ワタシたちが近寄れないように網や棘をつけている所も少なくない。
ワタシたちを脅かそうとしてなのか、円盤状の光ものや、妙な人形や、小さな石がぶら下げてあったりもする。
皆、最初は警戒するが、危険の有無を判断すればそんなものは何も気にはしない。
ただ、仲間の死体やそれに似せて作られたものをぶら下げてある時もある。
初めてその光景を目にしたとき、ワタシは呆然としてしまった。
信じられなかったのだ。
ワタシたちは、ニンゲンが捨てたものを利用してるに過ぎない。
いや、捨てたもの以外にもネズミと呼ばれる小動物なども、狩って生きている。それはニンゲンたちにとっても、プラスになるはずである。

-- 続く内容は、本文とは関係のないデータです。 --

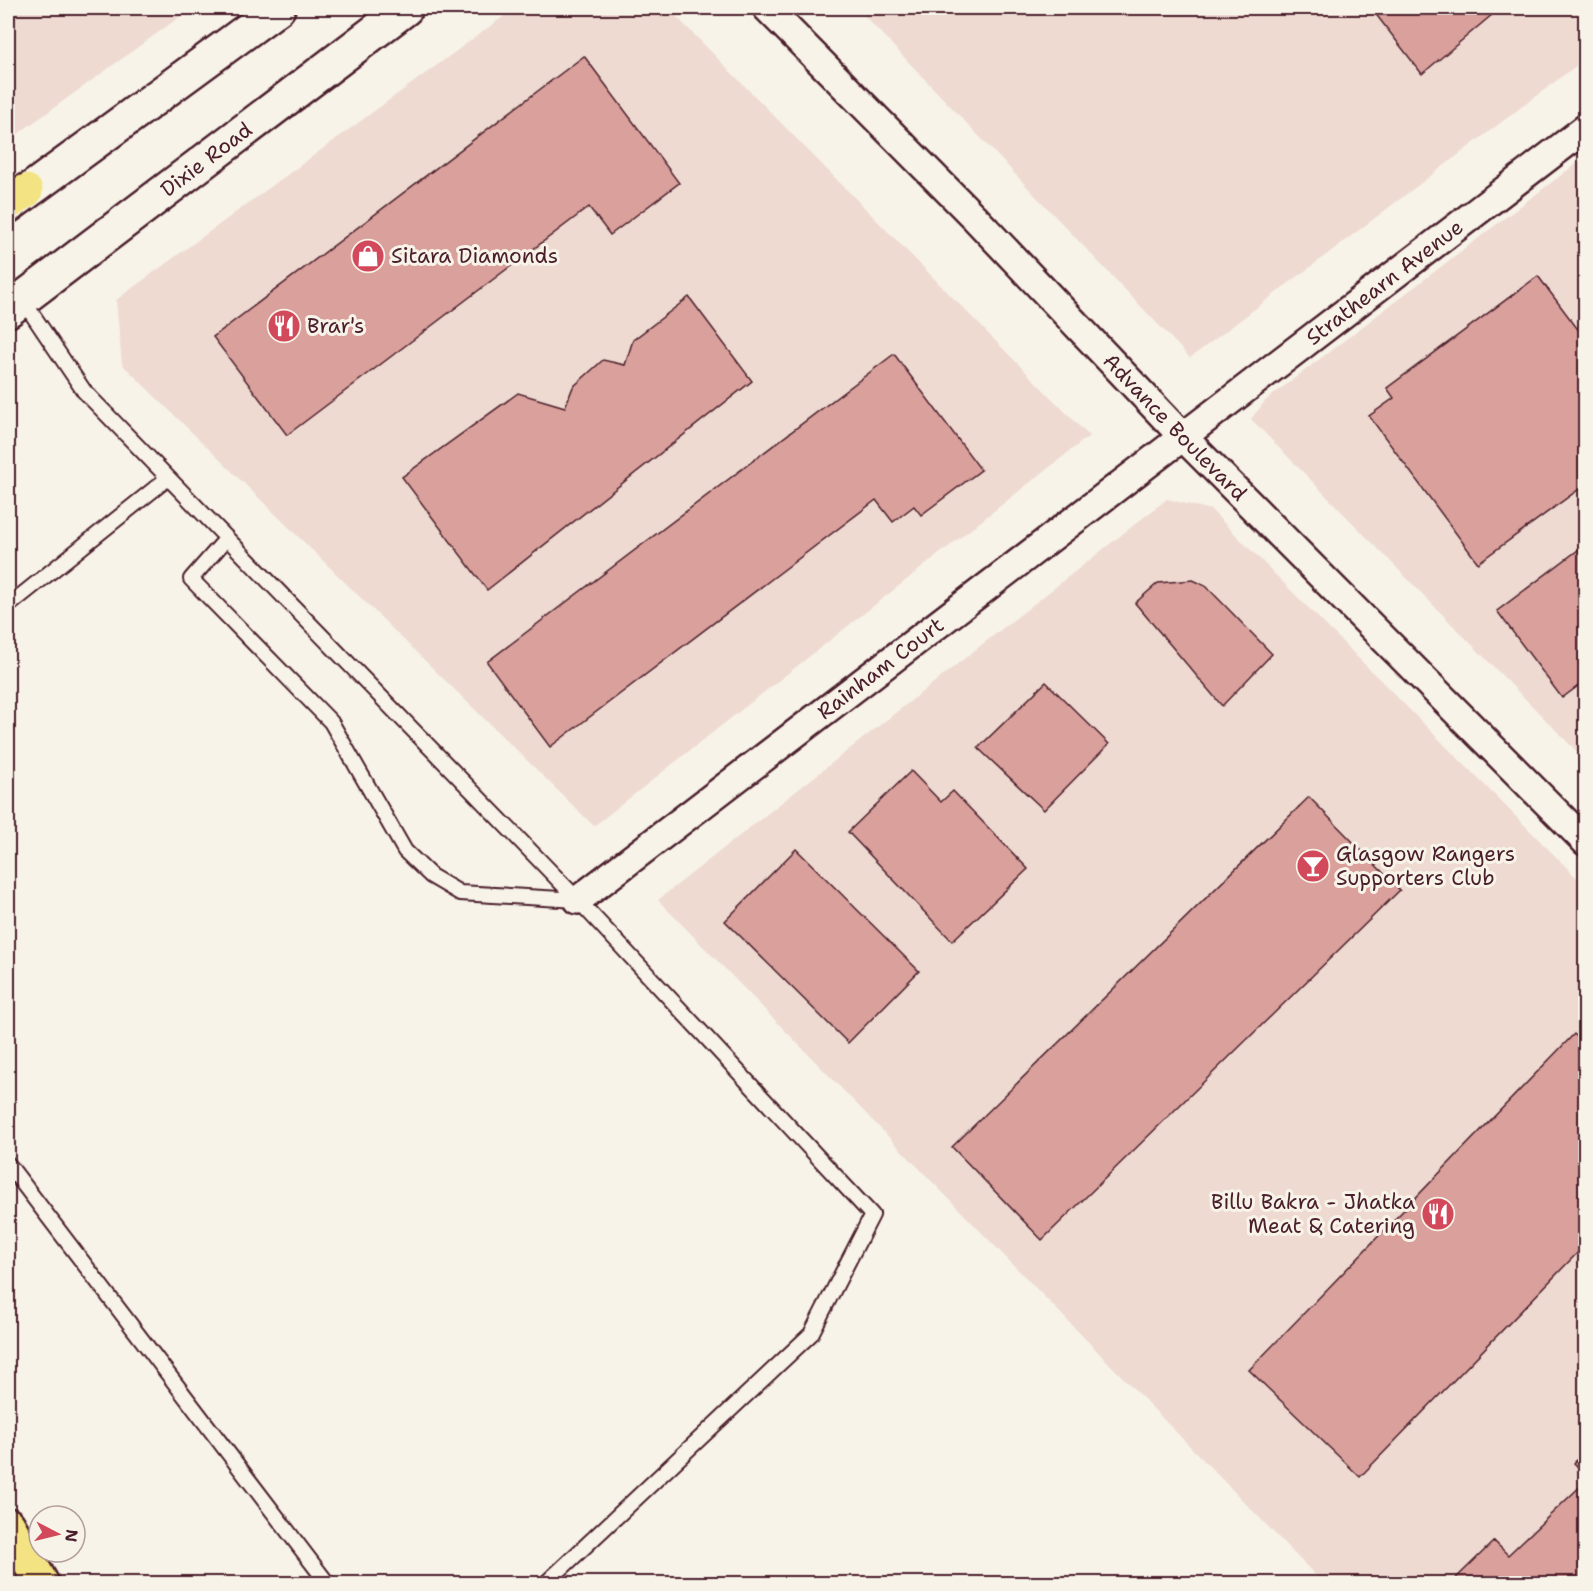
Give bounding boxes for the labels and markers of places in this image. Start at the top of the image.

それなのに、塀に立っているだけで、ニンゲンはワタシ達を避けて歩く。
空へ飛び立っただけで、ニンゲンは一瞬怯えをみせる。
ワタシたちは存在するだけで迫害され、罠を張られ、捕らえられ、命までも狙われる。
『それなのに何故……?』
あのニンゲンに少し興味を持った。
とにかく早くこの狭い空間から出なくては。その為にはこのままじゃだめだ。
『あれを使うのはいやだけど……』
白い格好のニンゲンがいないのを確認し、物音を立てないように外に出た。
外はもう暗くなっていた。
元の姿に戻り、空へと飛び立つ。
傷は痛むのであまり遠くへは行けそうにない。
では、どこへ向かっているのだろう。
何も考えていなかった。
でも多分、あのニンゲンの所に行こうとしている。
どこにいるのかわからない。
けれど、不思議と見つからない気はしなかった。
だから今、私の目に入る姿に、ほとんど驚きはない。